** Opening Records for the exercise block **

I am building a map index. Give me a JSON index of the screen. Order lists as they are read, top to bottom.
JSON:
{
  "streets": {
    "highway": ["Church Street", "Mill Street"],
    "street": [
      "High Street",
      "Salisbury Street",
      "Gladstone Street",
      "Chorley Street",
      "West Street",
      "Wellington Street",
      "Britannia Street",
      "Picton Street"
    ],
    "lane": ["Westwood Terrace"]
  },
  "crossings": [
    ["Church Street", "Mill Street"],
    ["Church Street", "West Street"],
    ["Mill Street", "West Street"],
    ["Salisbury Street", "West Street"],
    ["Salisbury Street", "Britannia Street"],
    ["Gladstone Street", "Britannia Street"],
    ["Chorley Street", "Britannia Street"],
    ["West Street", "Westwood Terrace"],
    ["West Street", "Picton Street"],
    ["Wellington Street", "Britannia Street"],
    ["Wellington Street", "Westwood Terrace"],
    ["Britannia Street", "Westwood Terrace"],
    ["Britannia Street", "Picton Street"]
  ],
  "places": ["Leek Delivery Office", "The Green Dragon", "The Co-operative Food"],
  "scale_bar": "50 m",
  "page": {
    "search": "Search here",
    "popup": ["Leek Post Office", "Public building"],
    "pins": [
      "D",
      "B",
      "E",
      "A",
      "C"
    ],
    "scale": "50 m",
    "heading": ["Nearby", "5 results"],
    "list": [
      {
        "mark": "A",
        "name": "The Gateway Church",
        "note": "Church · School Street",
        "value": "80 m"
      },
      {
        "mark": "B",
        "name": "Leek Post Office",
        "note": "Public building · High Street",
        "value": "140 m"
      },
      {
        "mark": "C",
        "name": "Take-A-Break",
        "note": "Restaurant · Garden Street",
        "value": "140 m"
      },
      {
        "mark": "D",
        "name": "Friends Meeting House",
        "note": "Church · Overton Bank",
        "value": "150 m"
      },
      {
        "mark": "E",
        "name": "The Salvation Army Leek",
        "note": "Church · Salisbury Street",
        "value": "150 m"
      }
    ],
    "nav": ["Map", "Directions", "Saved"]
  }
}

** Closing Records for the exercise block **

> [What to do]
Within the entries above, count each line holding the string "Picton". Give only the result.

> [Your response]
3